__Requirement__: The expected output is the complete data, reproduced exactly.
____________
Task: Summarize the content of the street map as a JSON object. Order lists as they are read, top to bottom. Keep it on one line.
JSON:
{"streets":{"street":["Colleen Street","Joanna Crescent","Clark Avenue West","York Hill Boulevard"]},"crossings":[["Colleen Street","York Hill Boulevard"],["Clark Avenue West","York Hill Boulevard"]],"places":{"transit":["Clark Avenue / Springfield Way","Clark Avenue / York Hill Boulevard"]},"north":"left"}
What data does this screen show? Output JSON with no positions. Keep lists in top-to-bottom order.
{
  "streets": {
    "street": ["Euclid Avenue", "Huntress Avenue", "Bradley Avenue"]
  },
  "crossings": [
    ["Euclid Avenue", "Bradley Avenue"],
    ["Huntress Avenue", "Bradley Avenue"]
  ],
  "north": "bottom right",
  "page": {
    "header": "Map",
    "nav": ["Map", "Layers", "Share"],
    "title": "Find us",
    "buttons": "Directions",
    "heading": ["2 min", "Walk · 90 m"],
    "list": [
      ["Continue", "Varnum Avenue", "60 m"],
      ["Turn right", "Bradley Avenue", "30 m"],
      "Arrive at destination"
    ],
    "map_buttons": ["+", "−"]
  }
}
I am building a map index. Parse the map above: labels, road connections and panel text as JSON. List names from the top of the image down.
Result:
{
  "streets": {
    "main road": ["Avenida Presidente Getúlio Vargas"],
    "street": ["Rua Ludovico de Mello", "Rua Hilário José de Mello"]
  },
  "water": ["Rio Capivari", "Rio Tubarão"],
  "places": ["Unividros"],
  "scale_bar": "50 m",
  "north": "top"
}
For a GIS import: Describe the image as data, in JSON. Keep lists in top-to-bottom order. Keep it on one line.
____________
__Finished task__:
Task: Summarize the content of the street map as a JSON object. Order lists as they are read, top to bottom. Keep it on one line.
JSON:
{"streets":{"street":["Colleen Street","Joanna Crescent","Clark Avenue West","York Hill Boulevard"]},"crossings":[["Colleen Street","York Hill Boulevard"],["Clark Avenue West","York Hill Boulevard"]],"places":{"transit":["Clark Avenue / Springfield Way","Clark Avenue / York Hill Boulevard"]},"north":"left"}
What data does this screen show? Output JSON with no positions. Keep lists in top-to-bottom order.
{
  "streets": {
    "street": ["Euclid Avenue", "Huntress Avenue", "Bradley Avenue"]
  },
  "crossings": [
    ["Euclid Avenue", "Bradley Avenue"],
    ["Huntress Avenue", "Bradley Avenue"]
  ],
  "north": "bottom right",
  "page": {
    "header": "Map",
    "nav": ["Map", "Layers", "Share"],
    "title": "Find us",
    "buttons": "Directions",
    "heading": ["2 min", "Walk · 90 m"],
    "list": [
      ["Continue", "Varnum Avenue", "60 m"],
      ["Turn right", "Bradley Avenue", "30 m"],
      "Arrive at destination"
    ],
    "map_buttons": ["+", "−"]
  }
}
I am building a map index. Parse the map above: labels, road connections and panel text as JSON. List names from the top of the image down.
Result:
{
  "streets": {
    "main road": ["Avenida Presidente Getúlio Vargas"],
    "street": ["Rua Ludovico de Mello", "Rua Hilário José de Mello"]
  },
  "water": ["Rio Capivari", "Rio Tubarão"],
  "places": ["Unividros"],
  "scale_bar": "50 m",
  "north": "top"
}
For a GIS import: Describe the image as data, in JSON. Keep lists in top-to-bottom order. Keep it on one line.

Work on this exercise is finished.